As the years pass however, the numbers of visitors who can remember the day itself dwindles. Eventually, no more D-Day veterans will visit the village.
"This will probably be the last year that we can celebrate one of the `big'
anniversaries together with the veterans," says mayor Marc Lefevre wistfully, amid preparations for the 60th anniversary of the landings.
"Already the 80-year-olds are frail, and easily tired," he adds. "We see from year to year that more and more family members are coming."
In the village museum dedicated to the airborne landings, 57-year-old Franck aids his 80-year-old veteran father. The two have made the journey from Pennsylvania and are in Europe for two weeks. It is Franck's first time here.

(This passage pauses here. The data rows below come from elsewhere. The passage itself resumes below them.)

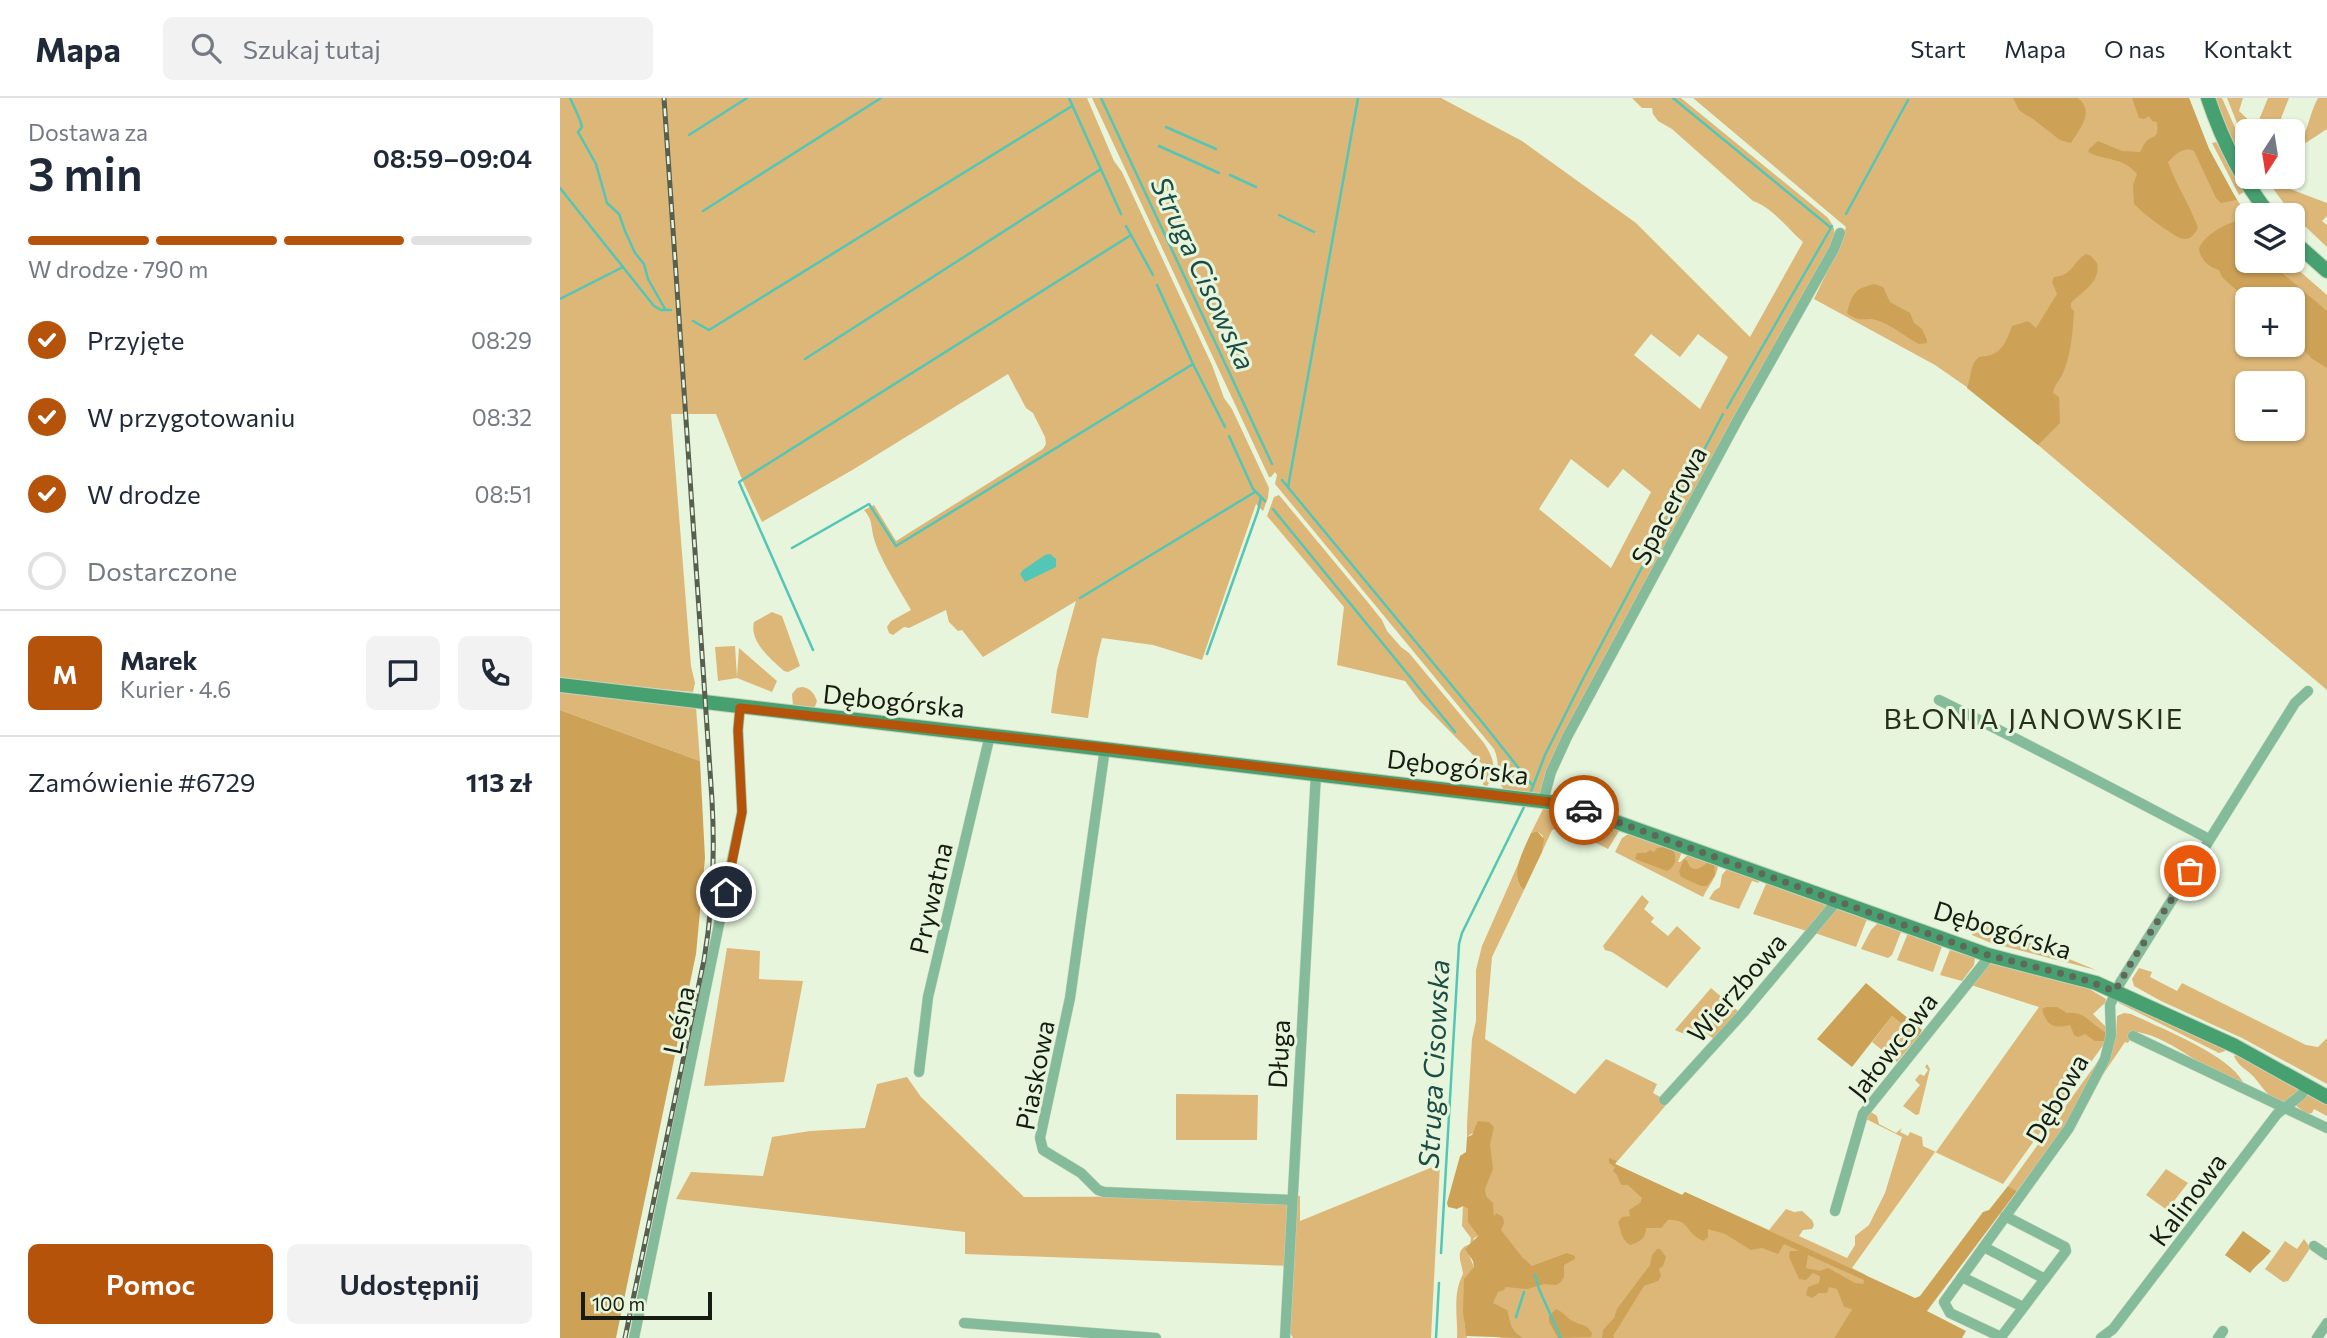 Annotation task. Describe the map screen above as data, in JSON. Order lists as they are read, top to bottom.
{
  "streets": {
    "street": [
      "Spacerowa",
      "Dębogórska",
      "Prywatna",
      "Wierzbowa",
      "Leśna",
      "Jałowcowa",
      "Długa",
      "Piaskowa",
      "Dębowa",
      "Kalinowa"
    ]
  },
  "crossings": [
    ["Spacerowa", "Dębogórska"],
    ["Dębogórska", "Prywatna"],
    ["Dębogórska", "Wierzbowa"],
    ["Dębogórska", "Leśna"],
    ["Dębogórska", "Jałowcowa"],
    ["Dębogórska", "Długa"],
    ["Dębogórska", "Piaskowa"],
    ["Dębogórska", "Dębowa"],
    ["Dębogórska", "Kalinowa"],
    ["Długa", "Piaskowa"]
  ],
  "districts": ["BŁONIA JANOWSKIE"],
  "water": ["Struga Cisowska"],
  "scale_bar": "100 m",
  "north": "bottom",
  "page": {
    "header": "Mapa",
    "search": "Szukaj tutaj",
    "nav": [
      "Start",
      "Mapa",
      "O nas",
      "Kontakt"
    ],
    "heading": ["3 min", "Dostawa za", "08:59–09:04"],
    "panel": [
      "Marek",
      "Kurier · 4.6",
      "Zamówienie #6729",
      "113 zł"
    ],
    "map_buttons": ["+", "−"],
    "bar": "W drodze · 790 m",
    "list": [
      ["Przyjęte", "08:29"],
      ["W przygotowaniu", "08:32"],
      ["W drodze", "08:51"],
      "Dostarczone"
    ],
    "round": "M",
    "buttons": ["Pomoc", "Udostępnij"],
    "scale": "100 m"
  }
}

"I'm trying to experience this unbelievable adventure with him ... to get some kind of impression of what he went through back then," he says.
Bill Coleman, also 80, was one of those who made the landing on Omaha Beach -- and survived. Thousands of his US and British colleagues, many as young as 18, weren't so lucky.
To this day, nobody knows exactly how many died on Omaha beach as heavily laden, under constant machine-gun fire, and whipped by wind and waves, thousands of Allied troops struggled from the landing vessels onto solid ground.
"The beach was just littered with bodies," says Coleman today. "Sometimes you would just run over them without touching the sand."
German bunkers situated on high escarpments overlooking the beach gave gunners a free line of sight to the sands below. Slaughter ensued, before the allies gained the upper hand, with many mown down before they even left the landing vessels. Casualty rates at other landing points not overlooked by high ground -- Utah, Gold, Juno and Sword beaches -- were lower.
Today the carnage of that day, the blood spilled and lives lost on Omaha beach, is but a memory. A page in the history books. A display in the museum. On the beach itself, red plaques denote points of interest. Visitors wander about, stopping to read, stooping to remember.
On the lush green slopes leading from the beach to the higher vantage points h
uddled together, many of them weekend homes owned by well-heeled city folk from Paris or Rouen.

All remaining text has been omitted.